→ Action item
There are pictures in the records below; leave them out and set down exactly the lines from the one holding "List all text" through the one holding "Please mark all".

────────

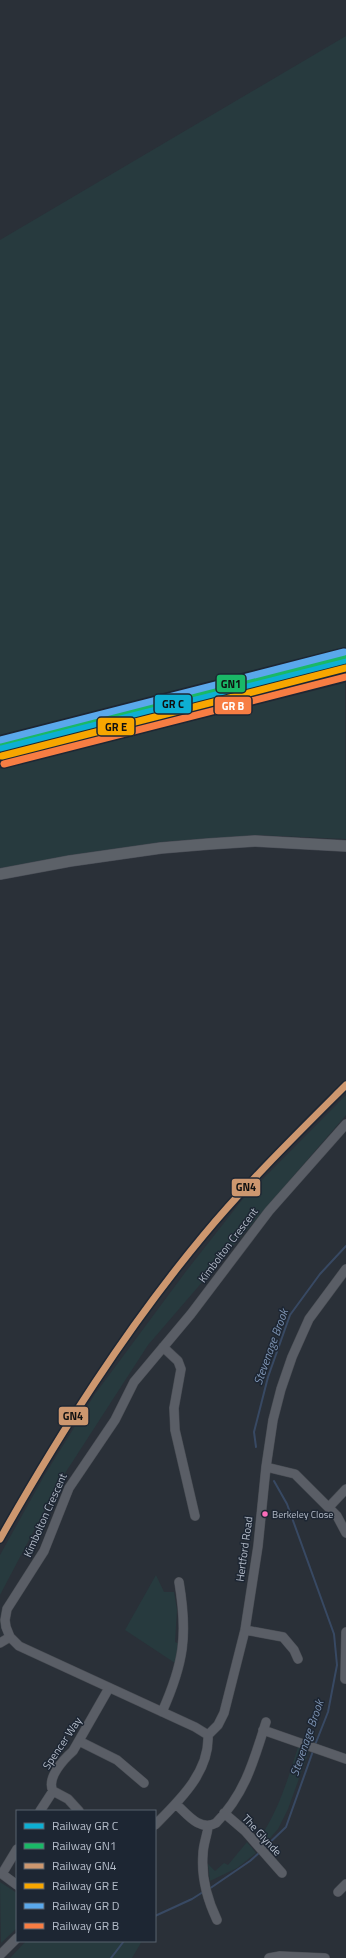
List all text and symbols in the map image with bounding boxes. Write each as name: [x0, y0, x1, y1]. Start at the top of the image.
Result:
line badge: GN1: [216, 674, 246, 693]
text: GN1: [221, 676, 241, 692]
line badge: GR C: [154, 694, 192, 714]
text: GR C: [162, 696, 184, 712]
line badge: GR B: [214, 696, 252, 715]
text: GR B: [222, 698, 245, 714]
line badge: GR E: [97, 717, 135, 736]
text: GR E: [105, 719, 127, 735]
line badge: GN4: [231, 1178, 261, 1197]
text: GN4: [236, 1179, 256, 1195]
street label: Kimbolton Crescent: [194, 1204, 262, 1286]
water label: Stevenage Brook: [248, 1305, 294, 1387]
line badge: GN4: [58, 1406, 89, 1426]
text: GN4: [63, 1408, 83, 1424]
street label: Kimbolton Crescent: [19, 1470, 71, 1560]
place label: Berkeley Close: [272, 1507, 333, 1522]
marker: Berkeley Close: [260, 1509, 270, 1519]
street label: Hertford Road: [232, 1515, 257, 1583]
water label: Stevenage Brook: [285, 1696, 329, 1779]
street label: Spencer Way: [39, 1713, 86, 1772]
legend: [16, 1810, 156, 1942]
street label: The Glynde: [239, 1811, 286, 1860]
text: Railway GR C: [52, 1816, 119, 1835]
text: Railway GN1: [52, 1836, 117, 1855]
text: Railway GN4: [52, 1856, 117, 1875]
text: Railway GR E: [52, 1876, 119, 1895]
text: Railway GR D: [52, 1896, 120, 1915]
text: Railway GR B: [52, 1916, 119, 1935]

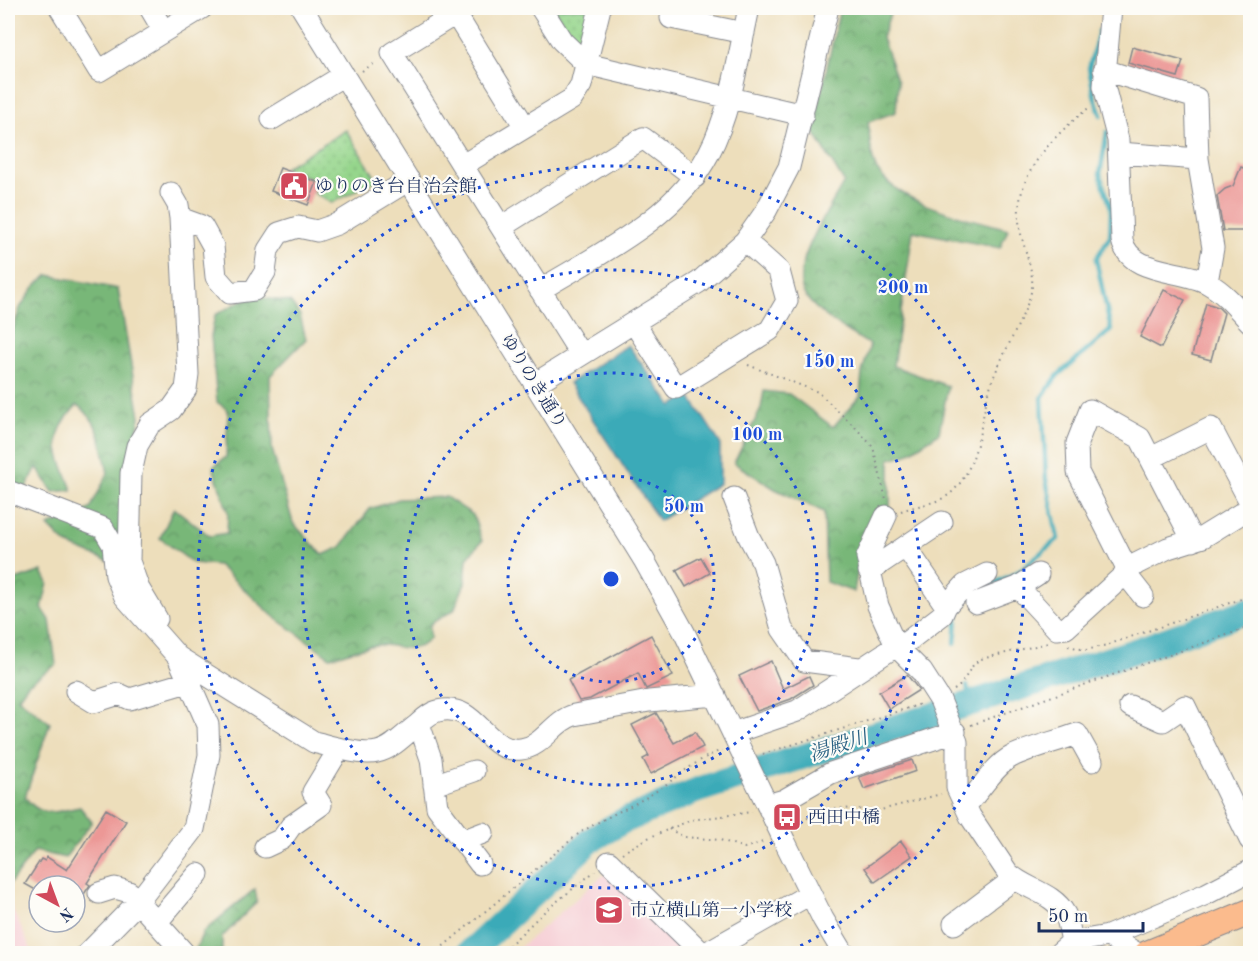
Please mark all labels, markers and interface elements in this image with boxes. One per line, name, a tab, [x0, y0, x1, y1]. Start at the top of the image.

────────

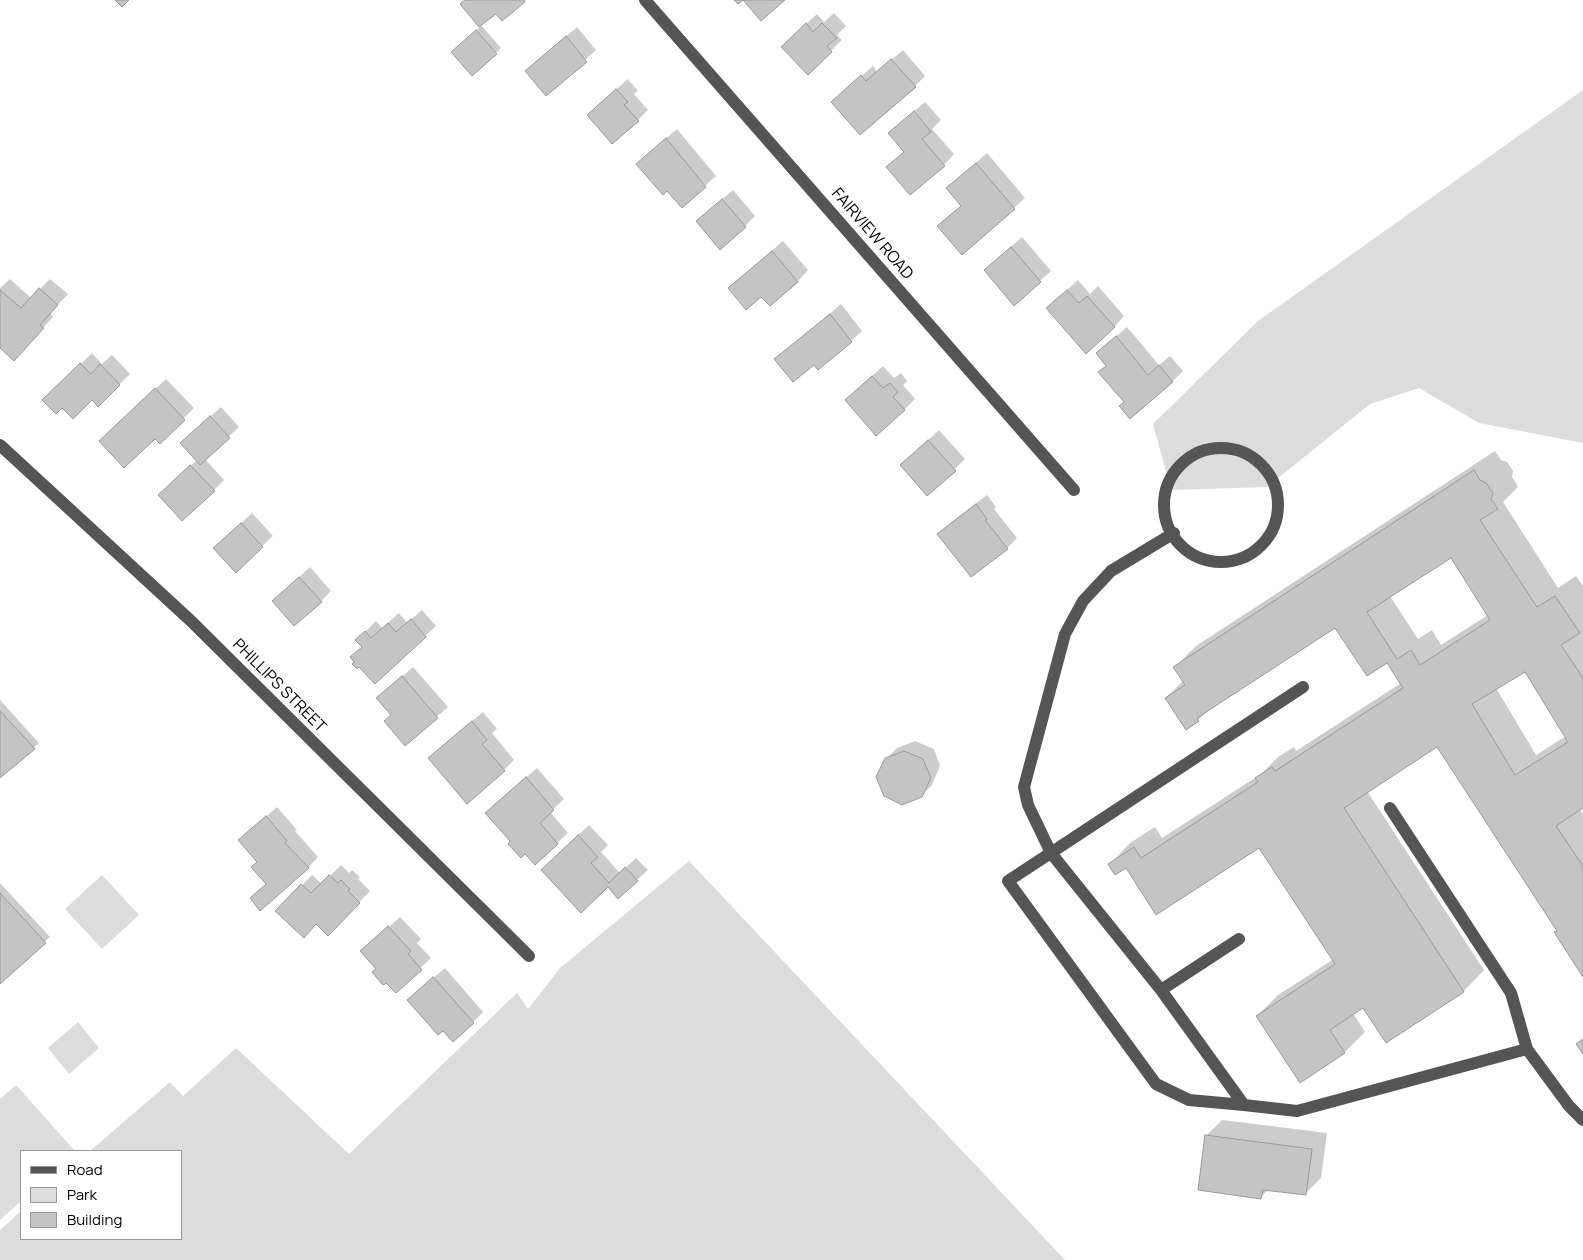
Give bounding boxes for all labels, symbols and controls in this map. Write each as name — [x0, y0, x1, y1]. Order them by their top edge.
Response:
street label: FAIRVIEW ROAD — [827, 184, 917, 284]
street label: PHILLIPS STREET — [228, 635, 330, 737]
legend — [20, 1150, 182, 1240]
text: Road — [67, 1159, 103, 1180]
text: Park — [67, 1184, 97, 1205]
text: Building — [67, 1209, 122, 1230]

────────

→ Completed exercise
List all text and symbols in the map image with bounding boxes. Write each as name: [x0, y0, x1, y1]. Start at the top of the image.
Result:
line badge: GN1: [216, 674, 246, 693]
text: GN1: [221, 676, 241, 692]
line badge: GR C: [154, 694, 192, 714]
text: GR C: [162, 696, 184, 712]
line badge: GR B: [214, 696, 252, 715]
text: GR B: [222, 698, 245, 714]
line badge: GR E: [97, 717, 135, 736]
text: GR E: [105, 719, 127, 735]
line badge: GN4: [231, 1178, 261, 1197]
text: GN4: [236, 1179, 256, 1195]
street label: Kimbolton Crescent: [194, 1204, 262, 1286]
water label: Stevenage Brook: [248, 1305, 294, 1387]
line badge: GN4: [58, 1406, 89, 1426]
text: GN4: [63, 1408, 83, 1424]
street label: Kimbolton Crescent: [19, 1470, 71, 1560]
place label: Berkeley Close: [272, 1507, 333, 1522]
marker: Berkeley Close: [260, 1509, 270, 1519]
street label: Hertford Road: [232, 1515, 257, 1583]
water label: Stevenage Brook: [285, 1696, 329, 1779]
street label: Spencer Way: [39, 1713, 86, 1772]
legend: [16, 1810, 156, 1942]
street label: The Glynde: [239, 1811, 286, 1860]
text: Railway GR C: [52, 1816, 119, 1835]
text: Railway GN1: [52, 1836, 117, 1855]
text: Railway GN4: [52, 1856, 117, 1875]
text: Railway GR E: [52, 1876, 119, 1895]
text: Railway GR D: [52, 1896, 120, 1915]
text: Railway GR B: [52, 1916, 119, 1935]

Please mark all labels, markers and interface elements in this image with boxes. One per line, name, a tab, [x0, y0, x1, y1]. Start at the top of the image.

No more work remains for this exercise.